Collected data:
▼

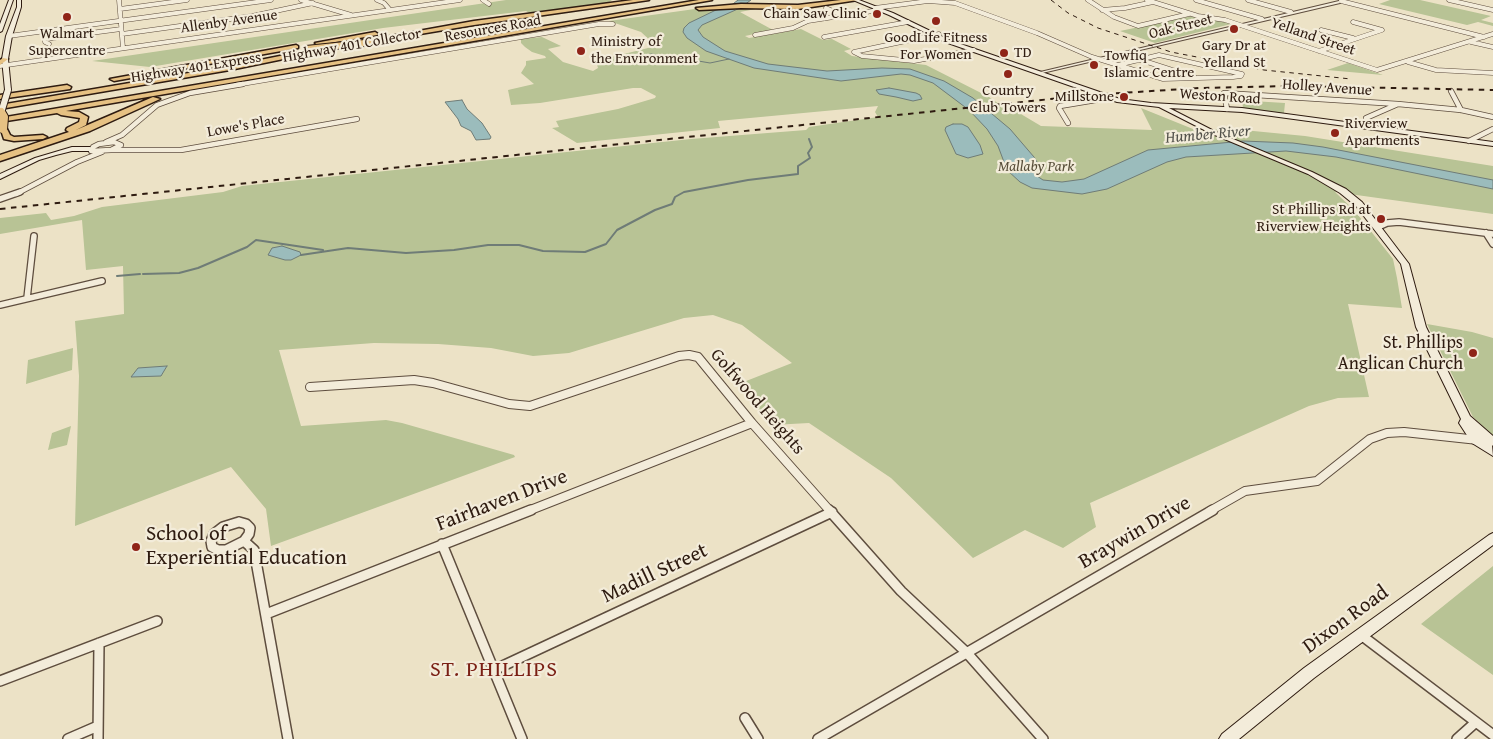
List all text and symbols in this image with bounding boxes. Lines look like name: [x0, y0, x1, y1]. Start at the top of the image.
place label: Chain Saw Clinic: [763, 5, 867, 23]
street label: Allenby Avenue: [179, 6, 279, 38]
marker: Chain Saw Clinic: [871, 8, 883, 20]
street label: Oak Street: [1147, 10, 1215, 44]
marker: Walmart Supercentre: [61, 11, 73, 23]
street label: Resources Road: [443, 12, 543, 46]
street label: Yelland Street: [1268, 14, 1358, 60]
marker: GoodLife Fitness For Women: [930, 15, 942, 27]
marker: Gary Dr at Yelland St: [1228, 23, 1240, 35]
place label: Walmart Supercentre: [29, 25, 105, 60]
street label: Highway 401 Collector: [281, 25, 423, 67]
place label: GoodLife Fitness For Women: [884, 29, 988, 64]
place label: Ministry of the Environment: [591, 33, 698, 68]
place label: Gary Dr at Yelland St: [1202, 37, 1266, 72]
place label: TD: [1014, 44, 1032, 62]
marker: Ministry of the Environment: [575, 45, 587, 57]
marker: TD: [998, 47, 1010, 59]
place label: Towfiq Islamic Centre: [1104, 47, 1194, 82]
street label: Highway 401 Express: [130, 49, 262, 87]
marker: Towfiq Islamic Centre: [1088, 59, 1100, 71]
marker: Country Club Towers: [1002, 68, 1014, 80]
street label: Holley Avenue: [1282, 76, 1372, 100]
place label: Country Club Towers: [970, 82, 1046, 117]
street label: Weston Road: [1179, 85, 1261, 109]
place label: Millstone: [1055, 88, 1114, 106]
marker: Millstone: [1118, 91, 1130, 103]
street label: Lowe's Place: [206, 110, 286, 142]
place label: Riverview Apartments: [1345, 115, 1420, 150]
water label: Humber River: [1165, 122, 1251, 148]
marker: Riverview Apartments: [1329, 127, 1341, 139]
park label: Mallaby Park: [998, 158, 1074, 176]
place label: St Phillips Rd at Riverview Heights: [1257, 201, 1371, 236]
marker: St Phillips Rd at Riverview Heights: [1375, 213, 1387, 225]
place label: St. Phillips Anglican Church: [1338, 332, 1463, 374]
street label: Golfwood Heights: [705, 345, 809, 459]
marker: St. Phillips Anglican Church: [1467, 347, 1479, 359]
street label: Fairhaven Drive: [433, 464, 571, 538]
street label: Braywin Drive: [1075, 491, 1195, 575]
place label: School of Experiential Education: [146, 522, 347, 572]
street label: Madill Street: [598, 539, 712, 609]
marker: School of Experiential Education: [130, 541, 142, 553]
street label: Dixon Road: [1298, 580, 1394, 660]
district label: ST. PHILLIPS: [429, 657, 559, 683]

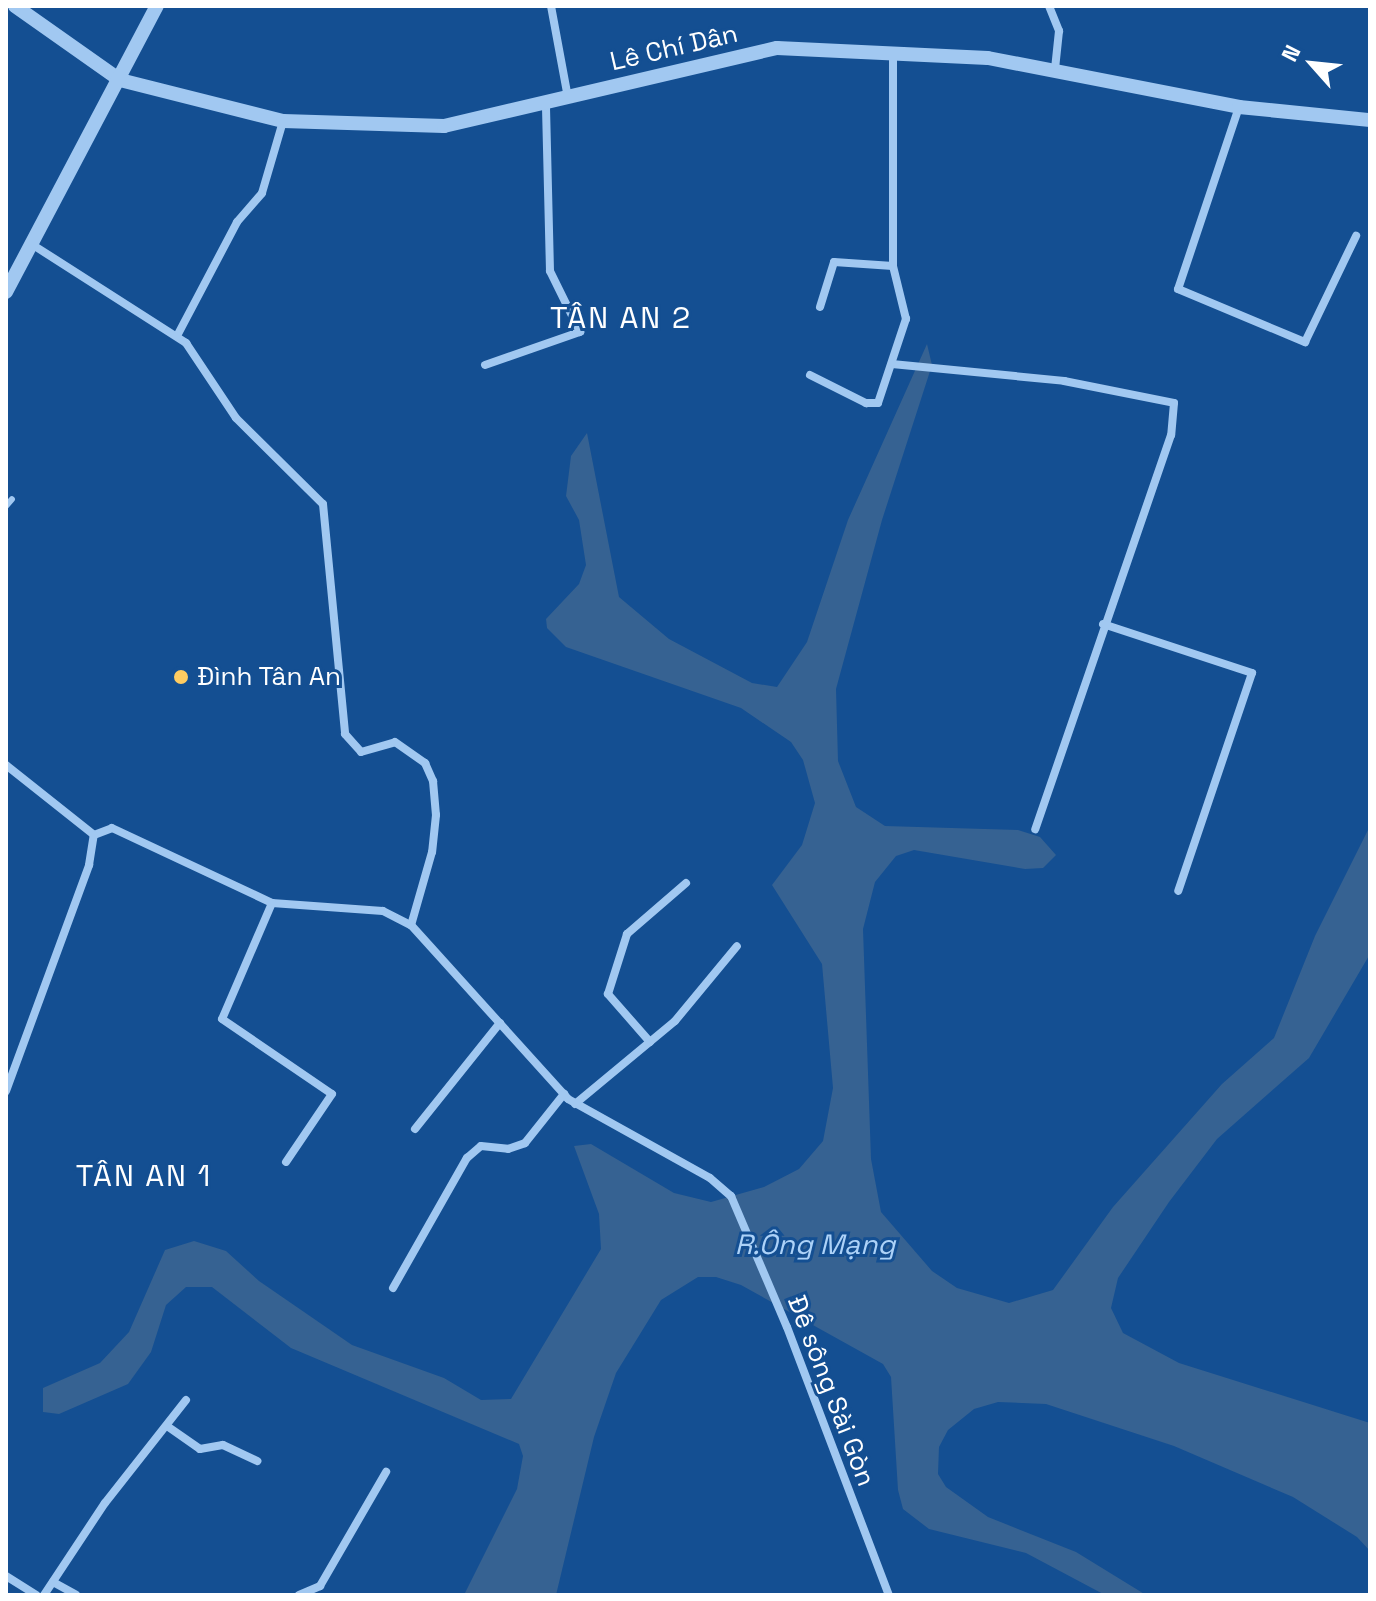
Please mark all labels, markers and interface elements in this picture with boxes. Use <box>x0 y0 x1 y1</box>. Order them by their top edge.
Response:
street label: Lê Chí Dân <box>607 18 741 78</box>
north arrow <box>1272 24 1352 104</box>
text: N <box>1275 40 1306 66</box>
district label: TÂN AN 2 <box>550 300 692 336</box>
place label: Đình Tân An <box>197 661 342 693</box>
marker: Đình Tân An <box>172 668 190 686</box>
district label: TÂN AN 1 <box>76 1158 212 1194</box>
water label: R.Ông Mạng <box>735 1227 895 1261</box>
street label: Đê sông Sài Gòn <box>780 1291 882 1491</box>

▲

Exercise: Pictures should be skipped, and the records retyped word for word.

Solution to the exercise:
List all text and symbols in this image with bounding boxes. Lines look like name: [x0, y0, x1, y1]. Start at the top of the image.
place label: Chain Saw Clinic: [763, 5, 867, 23]
street label: Allenby Avenue: [179, 6, 279, 38]
marker: Chain Saw Clinic: [871, 8, 883, 20]
street label: Oak Street: [1147, 10, 1215, 44]
marker: Walmart Supercentre: [61, 11, 73, 23]
street label: Resources Road: [443, 12, 543, 46]
street label: Yelland Street: [1268, 14, 1358, 60]
marker: GoodLife Fitness For Women: [930, 15, 942, 27]
marker: Gary Dr at Yelland St: [1228, 23, 1240, 35]
place label: Walmart Supercentre: [29, 25, 105, 60]
street label: Highway 401 Collector: [281, 25, 423, 67]
place label: GoodLife Fitness For Women: [884, 29, 988, 64]
place label: Ministry of the Environment: [591, 33, 698, 68]
place label: Gary Dr at Yelland St: [1202, 37, 1266, 72]
place label: TD: [1014, 44, 1032, 62]
marker: Ministry of the Environment: [575, 45, 587, 57]
marker: TD: [998, 47, 1010, 59]
place label: Towfiq Islamic Centre: [1104, 47, 1194, 82]
street label: Highway 401 Express: [130, 49, 262, 87]
marker: Towfiq Islamic Centre: [1088, 59, 1100, 71]
marker: Country Club Towers: [1002, 68, 1014, 80]
street label: Holley Avenue: [1282, 76, 1372, 100]
place label: Country Club Towers: [970, 82, 1046, 117]
street label: Weston Road: [1179, 85, 1261, 109]
place label: Millstone: [1055, 88, 1114, 106]
marker: Millstone: [1118, 91, 1130, 103]
street label: Lowe's Place: [206, 110, 286, 142]
place label: Riverview Apartments: [1345, 115, 1420, 150]
water label: Humber River: [1165, 122, 1251, 148]
marker: Riverview Apartments: [1329, 127, 1341, 139]
park label: Mallaby Park: [998, 158, 1074, 176]
place label: St Phillips Rd at Riverview Heights: [1257, 201, 1371, 236]
marker: St Phillips Rd at Riverview Heights: [1375, 213, 1387, 225]
place label: St. Phillips Anglican Church: [1338, 332, 1463, 374]
street label: Golfwood Heights: [705, 345, 809, 459]
marker: St. Phillips Anglican Church: [1467, 347, 1479, 359]
street label: Fairhaven Drive: [433, 464, 571, 538]
street label: Braywin Drive: [1075, 491, 1195, 575]
place label: School of Experiential Education: [146, 522, 347, 572]
street label: Madill Street: [598, 539, 712, 609]
marker: School of Experiential Education: [130, 541, 142, 553]
street label: Dixon Road: [1298, 580, 1394, 660]
district label: ST. PHILLIPS: [429, 657, 559, 683]

Please mark all labels, markers and interface elements in this picture with boxes. Use <box>x0 y0 x1 y1</box>. Order them by their top edge.
Response:
street label: Lê Chí Dân <box>607 18 741 78</box>
north arrow <box>1272 24 1352 104</box>
text: N <box>1275 40 1306 66</box>
district label: TÂN AN 2 <box>550 300 692 336</box>
place label: Đình Tân An <box>197 661 342 693</box>
marker: Đình Tân An <box>172 668 190 686</box>
district label: TÂN AN 1 <box>76 1158 212 1194</box>
water label: R.Ông Mạng <box>735 1227 895 1261</box>
street label: Đê sông Sài Gòn <box>780 1291 882 1491</box>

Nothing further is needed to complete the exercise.